The moment she put the ultrasound probe on my stomach I knew something was wrong. The baby was far too small to be at 10-14 weeks gestation. As we took a closer look, the baby had no heartbeat. My heart sank and silent tears began to fall down my face. Dan couldn’t tell right away but I saw the happy smile and color leave his face when he realized what was happening. Our favorite OB doc came in and confirmed our fears. He hugged us close and prepared the paperwork for a D+C.
As they prepped me for surgery, the tears continued to fall. When I woke up in PACU the first thing I said was “I feel like I’m waking up from a bad dream.” Dan was incredibly loving and supportive. He held me close and let me cry. He assured me that today, it wasn’t ok but eventually it would be. He reminded me that God’s timing is always perfect.
Loosing that baby was like loosing someone we never knew but already loved.
The first week I felt like I was drowning in grief. I cried all of the time. I cried myself to sleep. I prayed and prayed, and prayed for peace and healing in my ever so shattered heart. No one really talks about this kind of pain. I needed to, so I did. Dan is not the best at keeping secrets. So a lot of our close friends and coworkers knew about the pregnancy. I’m not sad we told people, I’m just sad it didn’t end up the way we thought it would.
Dan deployed and I went back to work. The sadness and anger took a long time to fade. One day before work I was sitting in my car reading a blog post from a close friend. It was about her experience with loosing a baby. It made me ugly cry, rivers of tears poured down my face. I cried so many tears I needed a Kleenex but all I had was the dirty shirt I ran in that morning. I didn’t care, I used it anyway. After reading her post, it gave me hope that maybe someday we would have a sweet little miracle baby.
To the women that were sitting down in church that day and to the women that have experienced this kind of love and loss, You are not alone. Your pain is real. Your tears are real too. Let them both come, holding them in will only prolong the pain.
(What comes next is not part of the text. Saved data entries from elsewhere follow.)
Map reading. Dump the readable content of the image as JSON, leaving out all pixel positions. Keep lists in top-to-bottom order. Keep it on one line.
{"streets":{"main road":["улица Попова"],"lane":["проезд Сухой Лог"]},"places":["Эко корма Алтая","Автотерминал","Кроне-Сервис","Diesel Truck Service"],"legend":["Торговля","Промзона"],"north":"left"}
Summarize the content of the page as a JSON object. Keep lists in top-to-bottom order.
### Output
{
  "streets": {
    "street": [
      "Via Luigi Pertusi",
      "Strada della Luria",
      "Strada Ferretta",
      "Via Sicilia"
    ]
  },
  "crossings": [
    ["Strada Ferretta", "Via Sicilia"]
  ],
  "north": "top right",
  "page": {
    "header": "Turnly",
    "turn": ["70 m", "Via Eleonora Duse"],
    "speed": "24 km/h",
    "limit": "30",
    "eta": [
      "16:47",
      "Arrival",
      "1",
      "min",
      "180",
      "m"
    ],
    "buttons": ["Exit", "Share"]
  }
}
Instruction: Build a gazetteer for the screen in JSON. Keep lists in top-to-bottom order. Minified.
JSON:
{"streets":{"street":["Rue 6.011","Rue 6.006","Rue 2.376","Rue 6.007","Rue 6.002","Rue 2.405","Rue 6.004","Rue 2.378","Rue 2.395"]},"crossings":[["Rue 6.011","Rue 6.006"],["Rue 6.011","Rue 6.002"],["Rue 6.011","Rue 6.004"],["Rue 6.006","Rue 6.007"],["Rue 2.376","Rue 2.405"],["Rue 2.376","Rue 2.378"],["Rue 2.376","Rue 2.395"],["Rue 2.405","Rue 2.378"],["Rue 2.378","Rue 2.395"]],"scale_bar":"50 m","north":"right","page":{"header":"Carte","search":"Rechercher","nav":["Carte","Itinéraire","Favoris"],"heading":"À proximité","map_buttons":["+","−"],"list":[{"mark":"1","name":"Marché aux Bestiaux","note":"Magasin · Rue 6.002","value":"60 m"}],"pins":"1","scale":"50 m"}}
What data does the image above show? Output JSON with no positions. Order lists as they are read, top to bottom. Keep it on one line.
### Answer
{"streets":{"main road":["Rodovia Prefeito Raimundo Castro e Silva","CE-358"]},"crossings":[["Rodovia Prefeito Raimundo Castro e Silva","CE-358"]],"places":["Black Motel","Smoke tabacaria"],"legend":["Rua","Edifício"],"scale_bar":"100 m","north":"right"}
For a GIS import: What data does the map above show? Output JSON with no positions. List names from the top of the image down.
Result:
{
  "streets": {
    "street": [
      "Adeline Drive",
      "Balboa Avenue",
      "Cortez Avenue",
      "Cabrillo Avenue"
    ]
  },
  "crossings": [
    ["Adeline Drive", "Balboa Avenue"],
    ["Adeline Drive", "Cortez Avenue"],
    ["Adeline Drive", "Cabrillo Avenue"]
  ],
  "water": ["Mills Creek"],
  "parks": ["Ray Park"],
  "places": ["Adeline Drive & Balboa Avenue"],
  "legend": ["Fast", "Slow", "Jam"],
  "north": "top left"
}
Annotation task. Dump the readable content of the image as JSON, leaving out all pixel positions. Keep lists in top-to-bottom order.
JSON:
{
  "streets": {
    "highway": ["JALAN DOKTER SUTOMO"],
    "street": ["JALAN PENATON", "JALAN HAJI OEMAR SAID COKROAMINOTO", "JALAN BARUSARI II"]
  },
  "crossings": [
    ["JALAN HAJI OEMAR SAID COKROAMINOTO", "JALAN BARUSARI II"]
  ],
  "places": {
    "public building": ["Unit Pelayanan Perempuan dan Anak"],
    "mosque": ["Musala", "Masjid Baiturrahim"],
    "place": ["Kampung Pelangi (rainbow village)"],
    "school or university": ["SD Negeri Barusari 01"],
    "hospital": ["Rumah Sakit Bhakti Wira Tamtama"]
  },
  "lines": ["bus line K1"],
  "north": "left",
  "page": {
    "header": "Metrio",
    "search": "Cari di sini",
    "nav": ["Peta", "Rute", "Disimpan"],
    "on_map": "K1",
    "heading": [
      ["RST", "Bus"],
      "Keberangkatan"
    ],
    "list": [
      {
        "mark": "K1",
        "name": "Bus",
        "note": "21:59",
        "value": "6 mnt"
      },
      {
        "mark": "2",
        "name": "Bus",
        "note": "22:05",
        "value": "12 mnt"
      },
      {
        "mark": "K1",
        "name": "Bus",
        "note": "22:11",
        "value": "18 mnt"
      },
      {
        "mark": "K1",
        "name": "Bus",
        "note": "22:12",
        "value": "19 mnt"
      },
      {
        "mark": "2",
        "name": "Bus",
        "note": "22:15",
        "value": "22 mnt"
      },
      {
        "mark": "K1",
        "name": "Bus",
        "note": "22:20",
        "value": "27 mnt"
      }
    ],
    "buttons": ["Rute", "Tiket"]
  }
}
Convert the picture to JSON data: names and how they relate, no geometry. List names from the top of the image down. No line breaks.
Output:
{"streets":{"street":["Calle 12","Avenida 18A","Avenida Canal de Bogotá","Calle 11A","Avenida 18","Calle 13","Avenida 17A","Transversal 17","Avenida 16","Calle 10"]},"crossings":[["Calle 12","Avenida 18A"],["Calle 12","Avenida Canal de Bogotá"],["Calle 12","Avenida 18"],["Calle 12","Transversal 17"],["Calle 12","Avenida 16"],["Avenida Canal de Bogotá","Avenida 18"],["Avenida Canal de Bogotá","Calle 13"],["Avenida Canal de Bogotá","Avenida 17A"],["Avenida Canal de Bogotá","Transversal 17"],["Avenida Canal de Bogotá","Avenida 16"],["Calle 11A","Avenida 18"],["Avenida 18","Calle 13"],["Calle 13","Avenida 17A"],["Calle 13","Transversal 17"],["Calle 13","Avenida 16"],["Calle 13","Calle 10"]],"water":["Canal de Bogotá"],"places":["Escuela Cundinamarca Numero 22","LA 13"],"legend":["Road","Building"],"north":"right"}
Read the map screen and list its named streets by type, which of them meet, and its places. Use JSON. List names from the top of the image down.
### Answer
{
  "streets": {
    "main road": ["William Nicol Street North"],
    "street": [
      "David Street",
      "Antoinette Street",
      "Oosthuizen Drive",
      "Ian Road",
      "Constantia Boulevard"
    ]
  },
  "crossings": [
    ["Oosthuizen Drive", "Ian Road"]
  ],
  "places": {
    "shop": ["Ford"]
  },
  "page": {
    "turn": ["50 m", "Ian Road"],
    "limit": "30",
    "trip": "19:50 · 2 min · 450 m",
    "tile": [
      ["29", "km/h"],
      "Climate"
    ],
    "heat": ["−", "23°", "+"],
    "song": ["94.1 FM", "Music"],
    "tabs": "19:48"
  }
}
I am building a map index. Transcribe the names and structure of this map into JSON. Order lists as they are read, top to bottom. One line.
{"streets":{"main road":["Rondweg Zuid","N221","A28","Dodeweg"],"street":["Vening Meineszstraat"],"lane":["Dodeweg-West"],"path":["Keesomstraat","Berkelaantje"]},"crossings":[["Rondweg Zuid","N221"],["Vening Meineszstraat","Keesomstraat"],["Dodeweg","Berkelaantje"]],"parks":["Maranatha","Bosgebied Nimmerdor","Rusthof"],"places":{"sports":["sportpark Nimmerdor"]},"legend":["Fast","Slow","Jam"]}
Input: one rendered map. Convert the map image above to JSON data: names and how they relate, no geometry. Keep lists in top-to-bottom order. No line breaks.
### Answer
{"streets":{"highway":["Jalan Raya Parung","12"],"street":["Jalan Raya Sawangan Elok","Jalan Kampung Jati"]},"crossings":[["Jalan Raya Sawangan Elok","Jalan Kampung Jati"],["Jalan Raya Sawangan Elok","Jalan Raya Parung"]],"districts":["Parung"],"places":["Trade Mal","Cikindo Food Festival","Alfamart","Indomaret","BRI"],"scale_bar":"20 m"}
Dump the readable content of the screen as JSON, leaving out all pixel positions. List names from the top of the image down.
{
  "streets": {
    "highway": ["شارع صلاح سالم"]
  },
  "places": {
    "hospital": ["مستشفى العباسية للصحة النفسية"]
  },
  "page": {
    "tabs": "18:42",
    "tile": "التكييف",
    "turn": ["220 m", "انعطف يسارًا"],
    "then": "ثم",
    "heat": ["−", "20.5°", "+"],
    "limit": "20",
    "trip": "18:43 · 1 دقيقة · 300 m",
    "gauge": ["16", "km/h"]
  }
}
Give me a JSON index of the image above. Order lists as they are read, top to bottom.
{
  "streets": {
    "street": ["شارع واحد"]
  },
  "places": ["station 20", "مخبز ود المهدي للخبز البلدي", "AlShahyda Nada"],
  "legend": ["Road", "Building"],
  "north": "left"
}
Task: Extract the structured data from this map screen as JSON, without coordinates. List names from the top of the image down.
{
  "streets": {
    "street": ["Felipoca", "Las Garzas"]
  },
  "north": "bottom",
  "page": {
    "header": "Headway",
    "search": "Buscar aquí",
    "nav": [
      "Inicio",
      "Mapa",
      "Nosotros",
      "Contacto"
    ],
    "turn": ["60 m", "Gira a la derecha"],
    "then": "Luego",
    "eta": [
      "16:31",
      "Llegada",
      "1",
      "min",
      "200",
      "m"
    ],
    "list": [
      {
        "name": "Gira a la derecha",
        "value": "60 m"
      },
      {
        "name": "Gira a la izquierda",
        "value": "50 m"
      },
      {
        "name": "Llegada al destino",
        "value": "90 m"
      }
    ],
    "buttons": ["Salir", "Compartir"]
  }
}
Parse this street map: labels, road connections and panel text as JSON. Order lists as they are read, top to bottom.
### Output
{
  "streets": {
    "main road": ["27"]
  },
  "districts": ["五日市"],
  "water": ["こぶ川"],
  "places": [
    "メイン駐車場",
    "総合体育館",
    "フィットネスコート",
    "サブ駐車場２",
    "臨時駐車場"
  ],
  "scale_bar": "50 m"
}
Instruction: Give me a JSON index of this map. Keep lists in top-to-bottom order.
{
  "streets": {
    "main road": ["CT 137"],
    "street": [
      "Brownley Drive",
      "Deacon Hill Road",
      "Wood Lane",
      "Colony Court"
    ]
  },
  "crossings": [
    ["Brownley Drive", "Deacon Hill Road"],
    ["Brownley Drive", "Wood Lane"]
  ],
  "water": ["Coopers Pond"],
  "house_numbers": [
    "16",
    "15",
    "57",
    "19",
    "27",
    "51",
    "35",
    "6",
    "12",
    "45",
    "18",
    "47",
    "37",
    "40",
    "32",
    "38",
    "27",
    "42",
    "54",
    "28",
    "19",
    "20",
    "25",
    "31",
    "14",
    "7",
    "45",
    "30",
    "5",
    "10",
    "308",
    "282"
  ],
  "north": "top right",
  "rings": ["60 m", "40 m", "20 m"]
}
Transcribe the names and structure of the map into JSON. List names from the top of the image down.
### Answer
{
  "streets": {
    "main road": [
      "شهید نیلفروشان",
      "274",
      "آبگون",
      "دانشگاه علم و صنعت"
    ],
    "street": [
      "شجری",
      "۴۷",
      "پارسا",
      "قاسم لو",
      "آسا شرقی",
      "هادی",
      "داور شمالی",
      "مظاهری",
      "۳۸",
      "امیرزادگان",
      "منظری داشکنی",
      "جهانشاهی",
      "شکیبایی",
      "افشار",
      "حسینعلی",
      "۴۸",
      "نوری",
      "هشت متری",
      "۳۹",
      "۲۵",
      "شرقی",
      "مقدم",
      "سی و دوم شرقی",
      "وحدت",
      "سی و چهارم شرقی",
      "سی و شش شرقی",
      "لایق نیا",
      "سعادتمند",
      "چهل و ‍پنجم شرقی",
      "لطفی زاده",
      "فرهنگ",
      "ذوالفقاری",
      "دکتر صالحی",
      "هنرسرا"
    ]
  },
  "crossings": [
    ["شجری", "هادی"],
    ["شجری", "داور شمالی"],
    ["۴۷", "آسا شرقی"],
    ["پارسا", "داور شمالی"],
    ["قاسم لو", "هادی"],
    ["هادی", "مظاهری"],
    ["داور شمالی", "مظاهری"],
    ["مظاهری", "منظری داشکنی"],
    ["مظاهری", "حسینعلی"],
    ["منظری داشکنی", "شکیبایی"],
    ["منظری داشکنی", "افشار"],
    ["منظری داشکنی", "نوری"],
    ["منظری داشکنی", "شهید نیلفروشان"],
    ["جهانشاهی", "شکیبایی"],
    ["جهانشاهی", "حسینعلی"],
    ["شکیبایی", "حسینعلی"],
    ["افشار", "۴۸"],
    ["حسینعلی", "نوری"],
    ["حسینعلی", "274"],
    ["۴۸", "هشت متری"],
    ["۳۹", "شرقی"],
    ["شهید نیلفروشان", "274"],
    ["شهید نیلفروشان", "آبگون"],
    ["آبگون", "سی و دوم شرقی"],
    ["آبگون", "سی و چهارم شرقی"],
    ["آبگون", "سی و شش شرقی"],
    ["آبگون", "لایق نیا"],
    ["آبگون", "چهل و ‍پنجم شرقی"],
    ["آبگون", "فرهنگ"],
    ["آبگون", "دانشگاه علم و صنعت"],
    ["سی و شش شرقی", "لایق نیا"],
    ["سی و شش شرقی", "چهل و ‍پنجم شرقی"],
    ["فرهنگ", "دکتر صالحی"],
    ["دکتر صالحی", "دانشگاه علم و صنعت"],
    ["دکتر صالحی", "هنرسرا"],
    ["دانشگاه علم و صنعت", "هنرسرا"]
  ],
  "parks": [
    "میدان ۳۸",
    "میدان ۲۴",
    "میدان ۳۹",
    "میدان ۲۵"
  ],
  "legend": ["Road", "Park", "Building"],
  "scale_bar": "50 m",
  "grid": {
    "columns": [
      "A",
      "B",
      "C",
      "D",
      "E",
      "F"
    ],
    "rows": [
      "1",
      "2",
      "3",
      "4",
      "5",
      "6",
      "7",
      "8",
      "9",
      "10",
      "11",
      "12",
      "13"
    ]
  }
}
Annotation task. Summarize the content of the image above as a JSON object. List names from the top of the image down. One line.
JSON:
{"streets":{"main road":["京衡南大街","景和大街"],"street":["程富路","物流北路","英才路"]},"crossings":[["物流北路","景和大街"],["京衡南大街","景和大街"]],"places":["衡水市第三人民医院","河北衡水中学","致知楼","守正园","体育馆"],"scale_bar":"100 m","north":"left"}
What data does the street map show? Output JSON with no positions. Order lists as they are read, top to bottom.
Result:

We may never have the answers to why these things happen. However, even as I cried myself to sleep multiple nights in a row and even as I said goodbye to my husband I knew in my heart, God has a plan for us. In our vows, we promised that our faith would always be the steady ground we would stand on. So I decided I had to live up to that promise I made. I would stand on that steady ground and I would smile through the pain, tears and heartbreak.

To our friends, coworkers and family, thank you for your outpouring of love, support, prayers, kind words, warm hugs and beautiful flowers.
Thank you Vera, for your silent sweet hug as you prepped me for surgery. Thank you Heather, for holding my hand in the operating room, your face is the last thing I remember before the propofol kicked in. Thank you Mindy, for sharing your heartbreak with me, so I didn’t feel so alone. Thank you Gina, for the beautiful flowers. Thank you Grace, for sending me Trauma Life oil, I diffused it when I couldn’t stop the tears from falling. Thank you Marcie, for bringing me pink cupcakes with lemon frosting, you always know the way to my heart. Thank you Dan, for your kindness, friendship and love. Forever will never be long enough with you.
There are never really words to say in moments like this in life. However, the words of that pastor echoed through my mind that day and for weeks to come. “God sees you too in these moments and is with you.”
Love,
Jenny

The picture above was the first morning I woke up and wanted to drink a cup of coffee. Most of my friends know how much I absolutely love coffee, espresso and cappuccino but while I was pregnant I had an aversion to coffee. As I sat outside with the dogs that day watching the sun come up, I knew there would be healing and so much grace to come.